- **EXERCISE BRIEF**
No pictures should be carried over. Output all other parts of the entries verbatim.

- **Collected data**
────

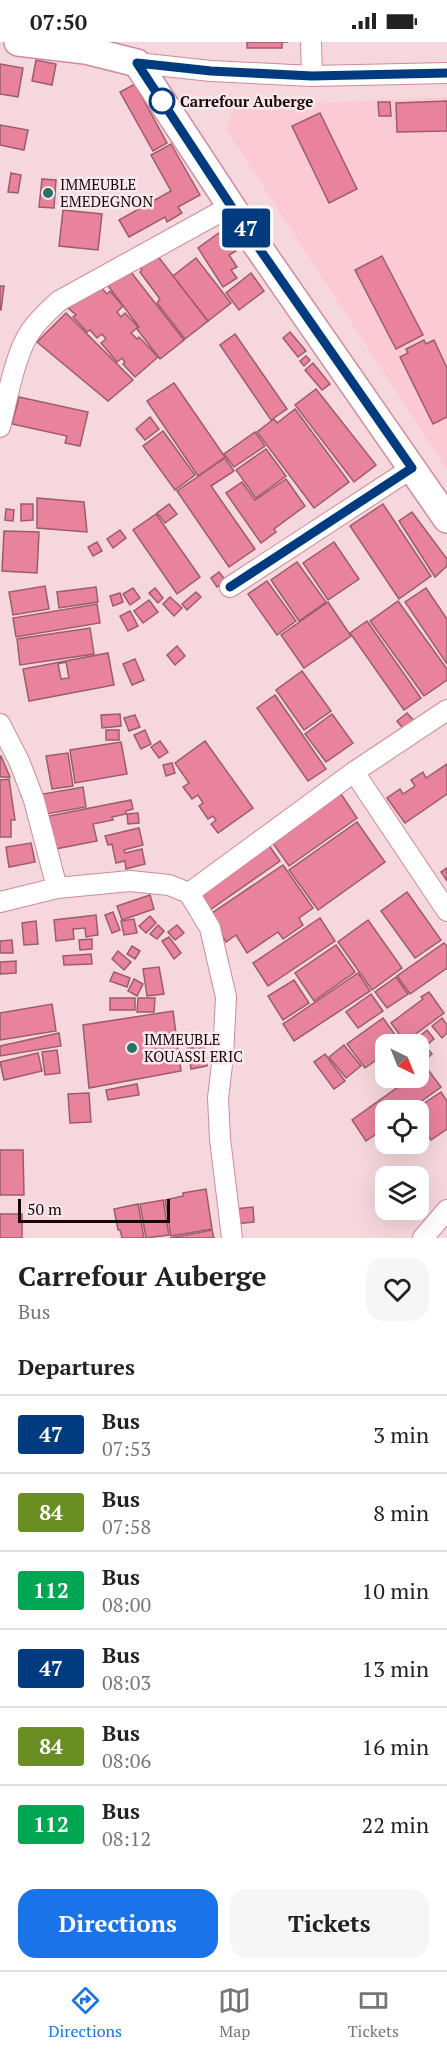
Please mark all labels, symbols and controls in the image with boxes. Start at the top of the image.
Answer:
text: 07:50 [30,7,87,36]
marker: Carrefour Auberge [149,88,175,114]
place label: Carrefour Auberge [180,91,313,111]
place label: IMMEUBLE EMEDEGNON [60,174,153,211]
marker: IMMEUBLE EMEDEGNON [41,186,55,200]
line badge: 47 [219,208,273,248]
text: 47 [234,214,258,242]
place label: IMMEUBLE KOUASSI ERIC [144,1029,243,1066]
north arrow [375,1034,429,1088]
map controls [375,1034,429,1220]
marker: IMMEUBLE KOUASSI ERIC [125,1041,139,1055]
button: locate [375,1100,429,1154]
button: layers [375,1166,429,1220]
scale bar [18,1196,170,1224]
text: 50 m [27,1198,62,1220]
text: Carrefour Auberge [18,1257,267,1294]
button: heart [366,1258,429,1321]
text: Bus [18,1298,50,1325]
text: Departures [18,1352,135,1381]
text: Bus [102,1406,140,1435]
text: 47 [39,1420,63,1448]
text: 3 min [373,1420,429,1449]
text: 07:53 [102,1435,151,1462]
text: Bus [102,1484,140,1513]
text: 84 [39,1498,63,1526]
text: 8 min [373,1498,429,1527]
text: 07:58 [102,1513,151,1540]
text: Bus [102,1562,140,1591]
text: 112 [33,1576,69,1604]
text: 10 min [362,1576,429,1605]
text: 08:00 [102,1591,151,1618]
text: Bus [102,1640,140,1669]
text: 47 [39,1654,63,1682]
text: 13 min [362,1654,429,1683]
text: 08:03 [102,1669,151,1696]
text: Bus [102,1718,140,1747]
text: 84 [39,1732,63,1760]
text: 16 min [362,1732,429,1761]
text: 08:06 [102,1747,151,1774]
text: Bus [102,1796,140,1825]
text: 112 [33,1810,69,1838]
text: 22 min [362,1810,429,1839]
text: 08:12 [102,1825,151,1852]
button: Directions [18,1889,218,1958]
button: Tickets [230,1889,429,1958]
tab: Directions [48,1984,122,2042]
tab: Map [218,1984,251,2042]
tab: Tickets [348,1984,399,2042]

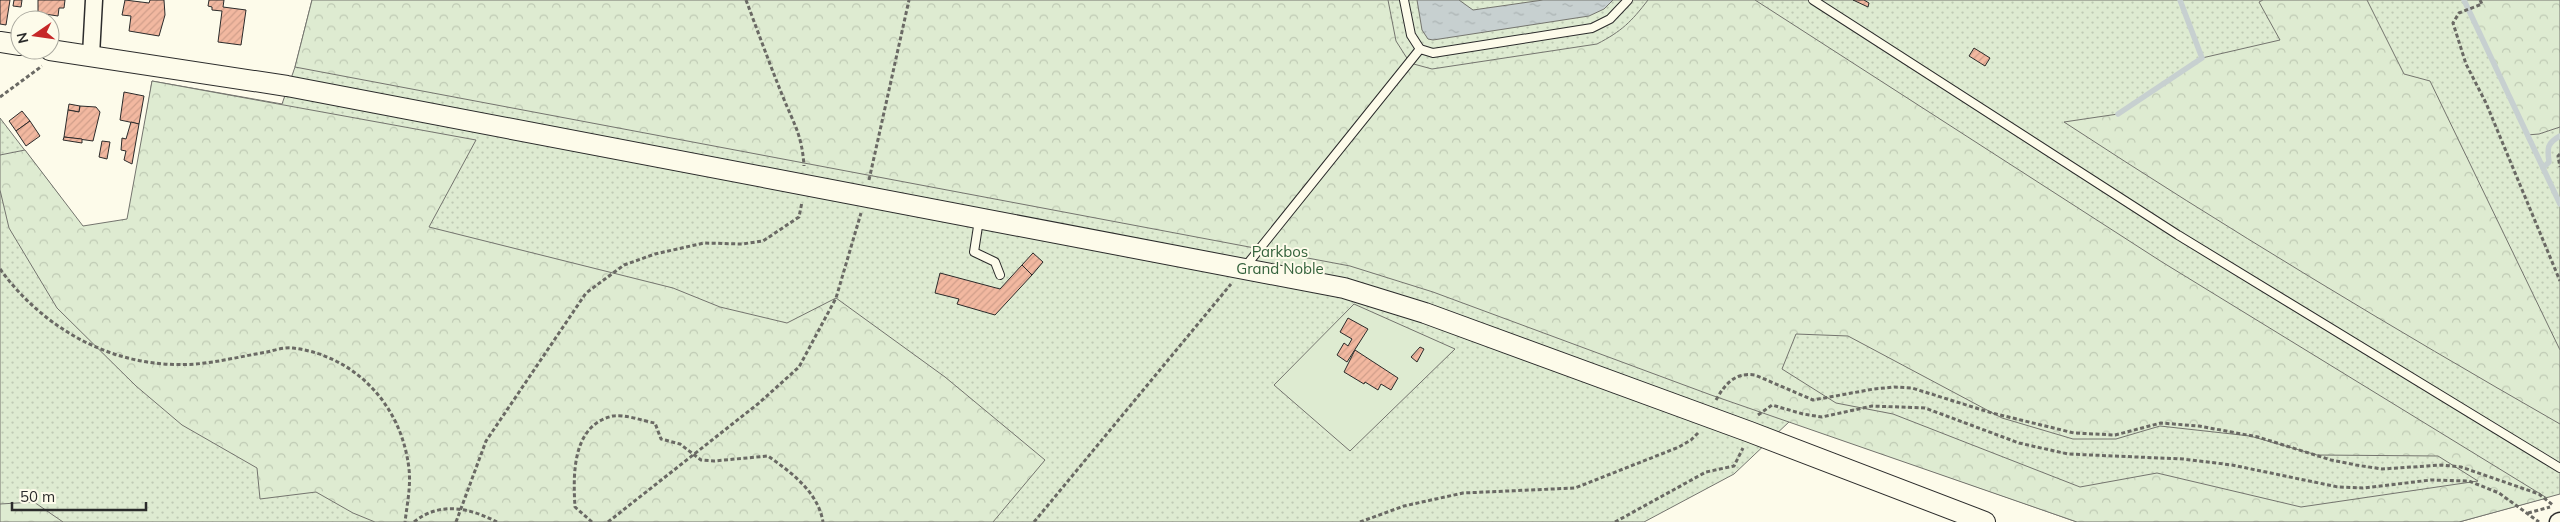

────

- **SOLUTION TO THIS TASK**
Please mark all labels, symbols and controls in the image with boxes. Start at the top of the image.
Answer:
text: 07:50 [30,7,87,36]
marker: Carrefour Auberge [149,88,175,114]
place label: Carrefour Auberge [180,91,313,111]
place label: IMMEUBLE EMEDEGNON [60,174,153,211]
marker: IMMEUBLE EMEDEGNON [41,186,55,200]
line badge: 47 [219,208,273,248]
text: 47 [234,214,258,242]
place label: IMMEUBLE KOUASSI ERIC [144,1029,243,1066]
north arrow [375,1034,429,1088]
map controls [375,1034,429,1220]
marker: IMMEUBLE KOUASSI ERIC [125,1041,139,1055]
button: locate [375,1100,429,1154]
button: layers [375,1166,429,1220]
scale bar [18,1196,170,1224]
text: 50 m [27,1198,62,1220]
text: Carrefour Auberge [18,1257,267,1294]
button: heart [366,1258,429,1321]
text: Bus [18,1298,50,1325]
text: Departures [18,1352,135,1381]
text: Bus [102,1406,140,1435]
text: 47 [39,1420,63,1448]
text: 3 min [373,1420,429,1449]
text: 07:53 [102,1435,151,1462]
text: Bus [102,1484,140,1513]
text: 84 [39,1498,63,1526]
text: 8 min [373,1498,429,1527]
text: 07:58 [102,1513,151,1540]
text: Bus [102,1562,140,1591]
text: 112 [33,1576,69,1604]
text: 10 min [362,1576,429,1605]
text: 08:00 [102,1591,151,1618]
text: Bus [102,1640,140,1669]
text: 47 [39,1654,63,1682]
text: 13 min [362,1654,429,1683]
text: 08:03 [102,1669,151,1696]
text: Bus [102,1718,140,1747]
text: 84 [39,1732,63,1760]
text: 16 min [362,1732,429,1761]
text: 08:06 [102,1747,151,1774]
text: Bus [102,1796,140,1825]
text: 112 [33,1810,69,1838]
text: 22 min [362,1810,429,1839]
text: 08:12 [102,1825,151,1852]
button: Directions [18,1889,218,1958]
button: Tickets [230,1889,429,1958]
tab: Directions [48,1984,122,2042]
tab: Map [218,1984,251,2042]
tab: Tickets [348,1984,399,2042]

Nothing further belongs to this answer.